If you have read any of my reviews, you know that I do love to read historical fiction. This was doubly interesting too me as it was historical fiction about a time and a place that I have not read much about. Saffire is set in Panama early in the construction of the Panama Canal. Before you even get in to the story, the politics and the society and the way that the newly independent Panamanians relate to the Americans that have come and built cities to support the construction of the canal are fascinating. One of my favorite parts is the secret that lies behind the mayorial campaign of Odalis (SPOILER ALERT……….

Odalis is actually Odelia and her campaign is a fight for women’s rights)

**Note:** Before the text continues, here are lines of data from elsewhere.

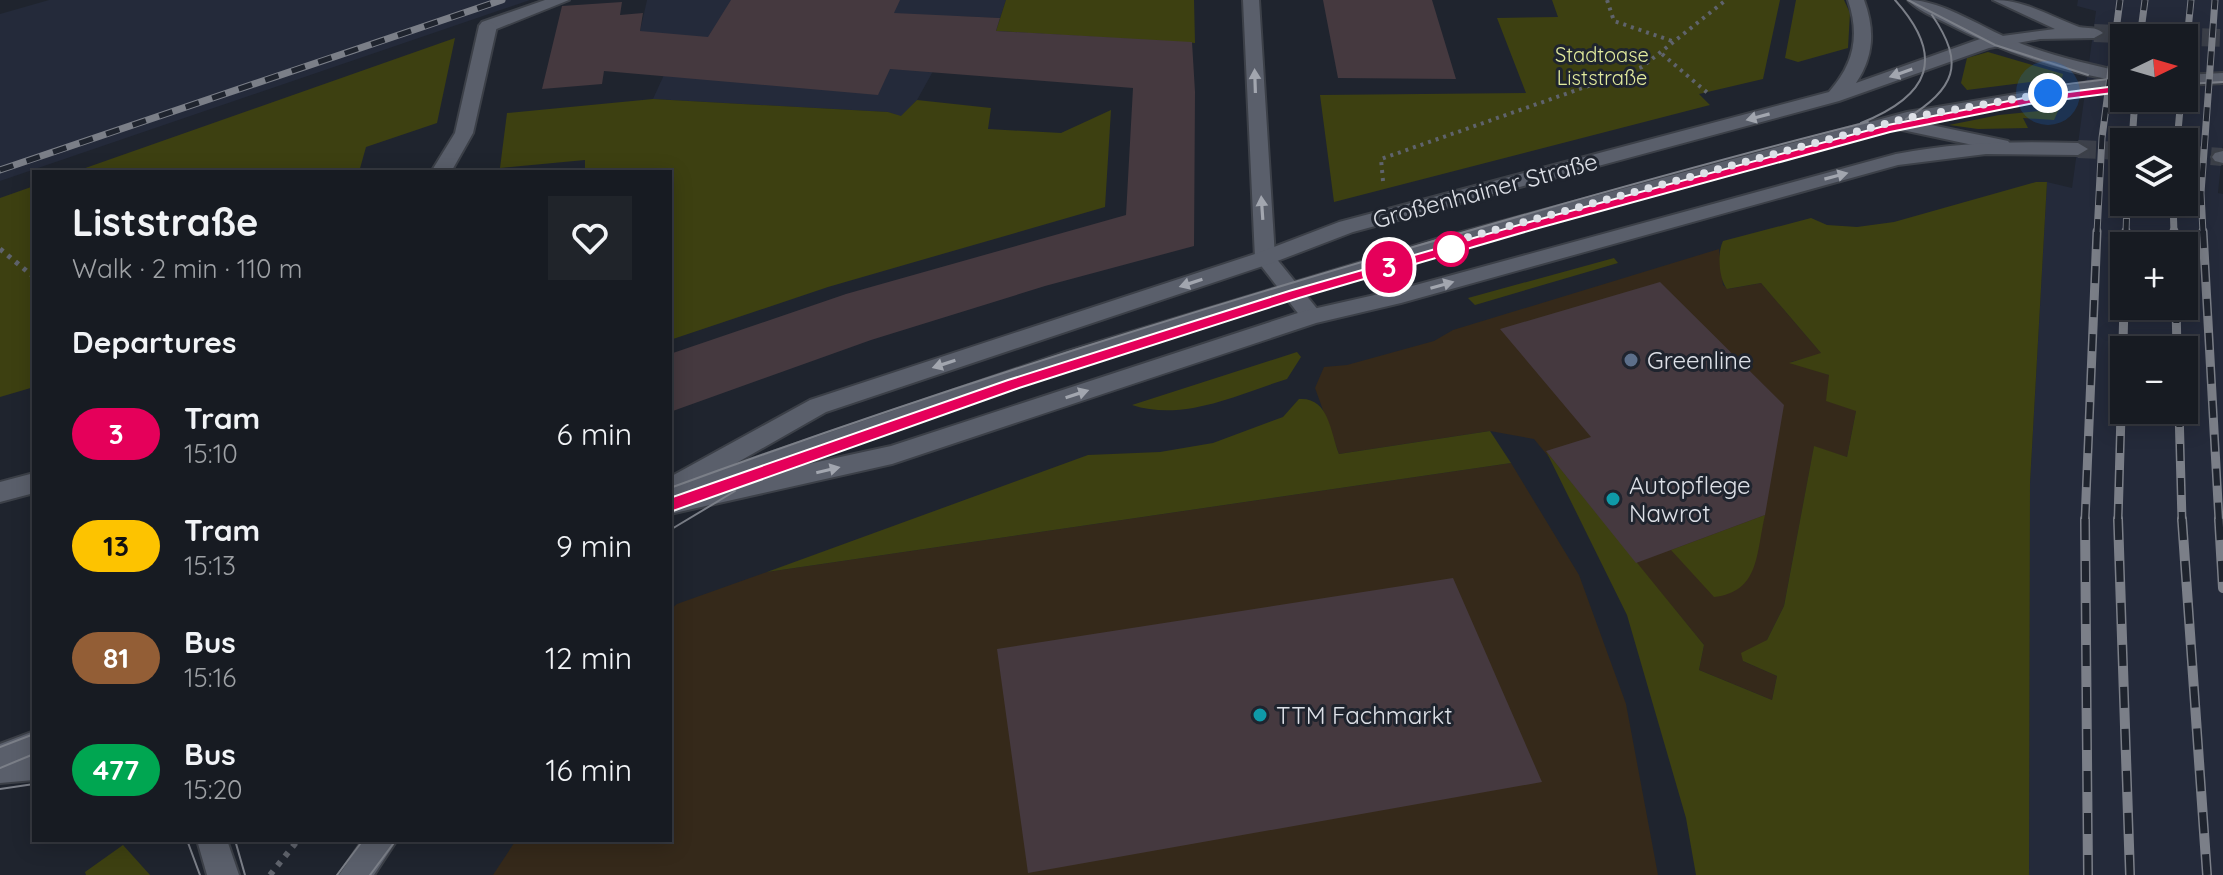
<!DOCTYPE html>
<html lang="en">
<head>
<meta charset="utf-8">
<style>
	body { margin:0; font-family:Quicksand,sans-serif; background:#20242a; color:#f1f3f6; height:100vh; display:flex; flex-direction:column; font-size:30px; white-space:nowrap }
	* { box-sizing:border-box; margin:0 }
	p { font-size:26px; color:#9ea1a5 }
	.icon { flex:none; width:44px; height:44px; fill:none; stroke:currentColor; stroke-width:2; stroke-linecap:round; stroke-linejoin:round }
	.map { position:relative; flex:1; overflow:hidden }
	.details { position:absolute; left:32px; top:170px; width:640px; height:672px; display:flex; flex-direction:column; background:#171b22; border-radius:0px; box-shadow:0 4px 20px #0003,0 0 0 2px #363940 }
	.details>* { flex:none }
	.badge { padding:0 16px; border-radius:26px; font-size:28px; line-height:52px }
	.needle { width:52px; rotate:85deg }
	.buttons { position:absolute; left:2110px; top:24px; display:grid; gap:16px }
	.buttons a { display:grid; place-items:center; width:88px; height:88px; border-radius:0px; background:#171b22; box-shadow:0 4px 20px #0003,0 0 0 2px #363940; font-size:40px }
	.you { position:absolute; width:40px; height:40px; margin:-20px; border:6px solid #fff; border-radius:50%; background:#1a73e8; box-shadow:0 0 0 12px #1a73e833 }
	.map>.badge { position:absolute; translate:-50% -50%; box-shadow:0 0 0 4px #fff }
	h2 { padding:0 40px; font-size:30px; line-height:72px }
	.round { display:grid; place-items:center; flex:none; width:84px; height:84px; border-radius:0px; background:#20242a }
	.summary { display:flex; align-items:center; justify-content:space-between; height:136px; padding:0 40px }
	h1 { font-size:38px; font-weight:700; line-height:60px }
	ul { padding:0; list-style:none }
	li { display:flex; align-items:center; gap:24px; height:112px; padding:0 40px }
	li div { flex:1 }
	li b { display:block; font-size:30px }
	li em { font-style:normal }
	li .badge { min-width:88px; font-weight:700; text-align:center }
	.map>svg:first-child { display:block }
	.commercial { fill:#35291a }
	.built { fill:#242a3a; fill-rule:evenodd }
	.green { fill:#3d4011 }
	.building { fill:#45393f }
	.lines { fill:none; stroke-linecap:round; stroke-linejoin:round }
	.secondary-tunnel { stroke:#3c404a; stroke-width:18; stroke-dasharray:18 9; stroke-linecap:butt }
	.lane-casing { stroke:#3c4048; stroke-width:4 }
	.street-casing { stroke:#3c4048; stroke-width:4 }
	.secondary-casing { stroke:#3c4048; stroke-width:4 }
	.path-far2 { stroke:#5f636c; stroke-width:4; stroke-dasharray:3 5; stroke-linecap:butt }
	.path-far1 { stroke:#5f636c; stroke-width:5; stroke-dasharray:4 6; stroke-linecap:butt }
	.path { stroke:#5f636c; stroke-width:6; stroke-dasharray:5 7; stroke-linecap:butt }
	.lane { fill:#5a5f6b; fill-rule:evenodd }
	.street { fill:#5a5f6b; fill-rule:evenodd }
	.secondary { fill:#5a5f6b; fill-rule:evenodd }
	.tram { stroke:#7b7f88; stroke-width:2 }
	.rail-far2-casing { stroke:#7b7f88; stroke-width:7 }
	.rail-far1-casing { stroke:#7b7f88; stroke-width:9 }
	.rail-casing { stroke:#7b7f88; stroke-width:10 }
	.rail-far2 { stroke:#1f242e; stroke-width:5; stroke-dasharray:14; stroke-linecap:butt }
	.rail-far1 { stroke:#1f242e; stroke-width:6; stroke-dasharray:17; stroke-linecap:butt }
	.rail { stroke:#1f242e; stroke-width:7; stroke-dasharray:21; stroke-linecap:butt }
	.oneway { fill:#a2a6af }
	.line { fill:#e5005a; stroke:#fff; stroke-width:2 }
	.walk { stroke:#dde0e7; stroke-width:8; stroke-dasharray:0 14.4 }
	.stop-dot { fill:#fff; stroke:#e5005a; stroke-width:4 }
	.service-dot { fill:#5c6f8a; stroke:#1f242e; stroke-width:3 }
	.culture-dot { fill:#0f9aa8; stroke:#1f242e; stroke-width:3 }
	.labels { text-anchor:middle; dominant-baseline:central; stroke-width:6; stroke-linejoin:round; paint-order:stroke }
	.far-park-label { font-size:20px; fill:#e2eb9d; stroke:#1f242e }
	.street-label { font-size:24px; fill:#dde0e7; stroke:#1f242e }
	.poi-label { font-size:24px; fill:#dde0e7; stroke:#1f242e; text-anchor:start }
</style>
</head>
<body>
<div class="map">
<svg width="2223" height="875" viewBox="0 0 2223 875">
	<rect width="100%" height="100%" fill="#1f242e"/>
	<path class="commercial" d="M1719,249L1723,285L1728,289L1761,283L1822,354L1791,362L1829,375L1856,411L1847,457L1814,447L1784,606L1767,640L1743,661L1777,676L1772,700L1699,670L1704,645L1534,439L1490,431L1339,454L1315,388L1324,367L1347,365L1434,341L1453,330Z
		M1511,463L1579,575L1626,704L1658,875H493L516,840H670V610L677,604L767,572Z"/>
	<path class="built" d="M49,0H530L0,181V14Z
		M647,0H1006L1000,18L954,16L932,73L917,100L901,117L888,112L653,99L678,44L640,31Z
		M2078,0H2223V143L2218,193L2223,194V875H2029L2030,483L2047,182L2072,188L2096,11L2077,6ZM2124,38H2184V98H2124ZM2124,142H2184V202H2124ZM2124,246H2184V306H2124ZM2124,350H2184V410H2124Z"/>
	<path class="green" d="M1006,0H1194L1195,43L996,31Z
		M1552,0H1780L1763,79L1699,94L1710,105L1334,202L1320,95L1526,93L1497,18L1558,17Z
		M1796,0H1844L1850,13L1848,48L1798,62L1785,58Z
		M455,38L437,123L366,147L359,172H74Z
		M1988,52L2063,74L2062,78L1967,90L1961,83L1967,58Z
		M653,99L888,112L901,116L917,100L991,108L988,129L1061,133L1111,110L1105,207L828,287L670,340V172H585V160L500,168L507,113Z
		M2059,109L2054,120L2023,118L2028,128L1978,129L1949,125L1999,115Z
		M2036,182H2047L2030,483L2029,875H1696L1686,818L1627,615L1546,451L1704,645L1699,670L1772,700L1777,676L1743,661L1741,653L1767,640L1784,606L1814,446L1847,457L1856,411L1826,401L1829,375L1789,363L1821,353L1761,283L1727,289C1719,279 1717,253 1723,241L1811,218L1827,225L1857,227L1894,222Z
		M34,186V387L0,397V198Z
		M1614,258L1618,263L1475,305L1468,298Z
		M1297,352L1301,357L1287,379C1238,394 1184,422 1132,405Z
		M1299,399C1329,397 1330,431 1339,454L1490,431L1511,463L767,572L1088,455L1160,452L1213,443L1283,417Z
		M1765,515C1756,553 1760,592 1714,597L1671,550Z
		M123,845L150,875H86L85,872Z"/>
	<path class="building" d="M731,0H900L894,13L1000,18L996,31L1192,42L1195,92L1194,246L1045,286L871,340L670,412V354L846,294L1126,215L1133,88L890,69L878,95L604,71L602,84L542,89L562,6L622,2L620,15L643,13L640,31L708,37Z
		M1323,0H1432L1456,79L1338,78Z
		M1660,282L1784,405L1765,515L1636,563L1546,451L1591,437L1500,329Z
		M1453,578L1542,782L1028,873L997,649Z"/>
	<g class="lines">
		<path class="secondary-tunnel" d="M2094,33L2223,38
			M2078,149L2124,151
			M2184,154L2222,157"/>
		<g class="lane-casing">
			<path id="lane" d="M545,0H569L494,30H482L479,26L482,22Z
				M1908,0C1944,0 1986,31 2022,44C2056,57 2089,64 2124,72V87L1917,122L2008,141L2011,145L2001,151L1893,128L1454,248L1084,363L670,507V487L1068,351L1440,238L1907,112L2107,79C2050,68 1996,49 1944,22C1932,16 1917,10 1908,0Z
				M2223,73V83L2184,85V75Z
				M34,473V493L0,502V482Z"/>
		</g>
		<g class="street-casing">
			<path id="street" d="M1243,0H1259L1275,257L1323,316L1320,321H1304L1255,258Z
				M488,21L497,26L473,133L451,172H431L455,133L479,26Z"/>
		</g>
		<g class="secondary-casing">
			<path id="secondary" d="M1848,0H1864C1875,30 1874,56 1856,83L1980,39L2055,29L1993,0C2025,0 2049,16 2079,27C2088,29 2095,26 2103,33L2094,38L2040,39L1989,48L1839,101L1353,232L1272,263L826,412L689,490L891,446L1304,311L1401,289L1896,154C1957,142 2016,141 2078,143L2088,149L2078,155L1986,154L1898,165L1401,303L1316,323L892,464L670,514V477L810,400L1258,253L1339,222L1829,92C1854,64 1860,36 1848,0Z
				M2223,151V163L2215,161L2212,157L2215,153Z
				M34,731V780L0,783V744Z
				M197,840H227L239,875H207Z
				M363,840H397L374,875H339Z"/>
		</g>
		<path class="path-far2" d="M1607,0L1614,21L1675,42
			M1662,54L1710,95
			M1383,181L1381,159L1642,67L1726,0"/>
		<path class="path-far1" d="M0,249L34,277"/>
		<path class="path" d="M270,875L298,840"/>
		<use href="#lane" class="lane"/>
		<use href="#street" class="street"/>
		<use href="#secondary" class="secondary"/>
		<path class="tram" d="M1908,0L1995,45L2088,75
			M2184,84L2223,82
			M2037,88L2124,77
			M1906,119C1955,88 1966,65 1932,15
			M1861,123C1929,96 1947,58 1895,0
			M670,488C915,398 1162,320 1413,247C1564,203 1715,160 1868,122
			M670,505L1034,377L1402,263L1877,131L2000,106L2124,89
			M670,530L735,491
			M0,747L34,734
			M0,768L34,754
			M0,789L34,784
			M187,840L200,875
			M235,840L245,875
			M337,875L363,840
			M370,875L396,840"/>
		<g class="rail-far2-casing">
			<path id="rail-far2" d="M2140,38L2145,0
				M2184,70L2191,0
				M2132,142L2135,98
				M2177,142L2181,98
				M0,170L502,0
				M2173,202L2174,233
				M2097,233L2102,138L2120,0
				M2126,233L2127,202
				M2203,233L2201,193L2215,0"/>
		</g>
		<g class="rail-far1-casing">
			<path id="rail-far1" d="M2174,231V246
				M2203,231L2219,521
				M2126,246V231
				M2176,306L2177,350
				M2179,410L2182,521
				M2085,521L2097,231
				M2118,521L2124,306"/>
		</g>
		<g class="rail-casing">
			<path id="rail" d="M2085,519L2088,875
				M2118,519L2130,875
				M2182,519L2207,875
				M2219,519L2223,588"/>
		</g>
		<use href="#rail-far2" class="rail-far2"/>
		<use href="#rail-far1" class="rail-far1"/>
		<use href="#rail" class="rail"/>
	</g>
	<defs><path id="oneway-solid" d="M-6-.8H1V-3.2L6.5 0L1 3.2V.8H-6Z" transform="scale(2)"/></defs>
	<g class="oneway">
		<use href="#oneway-solid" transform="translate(1901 73) rotate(161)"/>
		<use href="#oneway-solid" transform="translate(1255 81) rotate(-92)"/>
		<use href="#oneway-solid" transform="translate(1758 117) rotate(165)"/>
		<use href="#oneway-solid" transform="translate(1836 176) rotate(-15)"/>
		<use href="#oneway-solid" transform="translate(1262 208) rotate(-94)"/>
		<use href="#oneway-solid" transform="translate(1191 283) rotate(162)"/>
		<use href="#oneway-solid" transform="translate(1442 285) rotate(-16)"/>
		<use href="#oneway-solid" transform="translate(944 364) rotate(162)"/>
		<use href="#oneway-solid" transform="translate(1077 394) rotate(-18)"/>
		<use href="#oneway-solid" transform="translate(828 470) rotate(-13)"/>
	</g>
	<path class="line" d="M2124,85L2130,89L2128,91L2029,104L1890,132L1535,229L1299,298L1019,388L670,512L662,505L664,500L1008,380L1289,291L1526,223L1888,125L2029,97Z"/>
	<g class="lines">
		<path class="walk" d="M1451,249L1447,243L1907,118L2048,93"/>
	</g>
	<circle class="stop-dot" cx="1451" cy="249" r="16"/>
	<circle class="service-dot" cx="1631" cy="360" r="8"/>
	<g class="culture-dot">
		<circle cx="1613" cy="499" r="8"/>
		<circle cx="1260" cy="715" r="8"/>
	</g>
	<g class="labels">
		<g class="far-park-label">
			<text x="1602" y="54">Stadtoase<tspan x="1602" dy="23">Liststraße</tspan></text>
		</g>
		<g class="street-label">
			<text transform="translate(1485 190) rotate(-15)">Großenhainer Straße</text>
		</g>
		<g class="poi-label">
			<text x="1647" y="360">Greenline</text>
			<text x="1629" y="485">Autopflege<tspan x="1629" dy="28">Nawrot</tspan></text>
			<text x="1276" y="715">TTM Fachmarkt</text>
		</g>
	</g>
</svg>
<div class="buttons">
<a><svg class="needle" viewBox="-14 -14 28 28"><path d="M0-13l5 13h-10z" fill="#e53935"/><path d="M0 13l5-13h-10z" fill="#9ea1a5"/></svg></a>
<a><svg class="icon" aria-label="layers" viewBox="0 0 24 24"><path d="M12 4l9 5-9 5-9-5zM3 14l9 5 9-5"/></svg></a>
<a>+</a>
<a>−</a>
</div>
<div class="you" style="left:2048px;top:93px"></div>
<b class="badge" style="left:1389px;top:267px;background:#e5005a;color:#fff">3</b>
<section class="details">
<div class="summary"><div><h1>Liststraße</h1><p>Walk · 2 min · 110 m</p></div><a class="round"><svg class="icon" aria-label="heart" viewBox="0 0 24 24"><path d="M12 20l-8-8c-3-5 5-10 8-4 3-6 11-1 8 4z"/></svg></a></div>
<h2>Departures</h2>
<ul>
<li><span class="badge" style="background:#e5005a;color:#fff">3</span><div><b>Tram</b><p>15:10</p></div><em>6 min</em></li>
<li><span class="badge" style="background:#fdc300;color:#111">13</span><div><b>Tram</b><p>15:13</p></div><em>9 min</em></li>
<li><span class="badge" style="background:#935e36;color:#fff">81</span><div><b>Bus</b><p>15:16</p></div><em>12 min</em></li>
<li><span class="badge" style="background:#00a651;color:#fff">477</span><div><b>Bus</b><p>15:20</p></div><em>16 min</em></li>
</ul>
</section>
</div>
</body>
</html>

Now to the story, James Holt is a bona fide cowboy straight out of Buffalo Bill’s wild west show and the Dakotas. At the request of Teddy Roosevelt, James has come to Panama for an unknown reason and a large amount of cash, enough to pay off the debts on the ranch. Upon his arrival he meets and is intrigued by an orphan named Saffire. Saffire is a wily connected street girl, who is in search of her mother, who she does not believe has left her behind.

James journey to fulfill both his mission given by the president and to help Saffire often get him in to trouble and entangle him with the powerful people on both sides of the Zone (where the US workers live and are protected.

Just the right balance of history, romance and mystery, Saffire is a great read and will take you to a place and time you probably haven’t thought much about.

I received a free copy of this book from Blogging for Books in exchange for this honest review.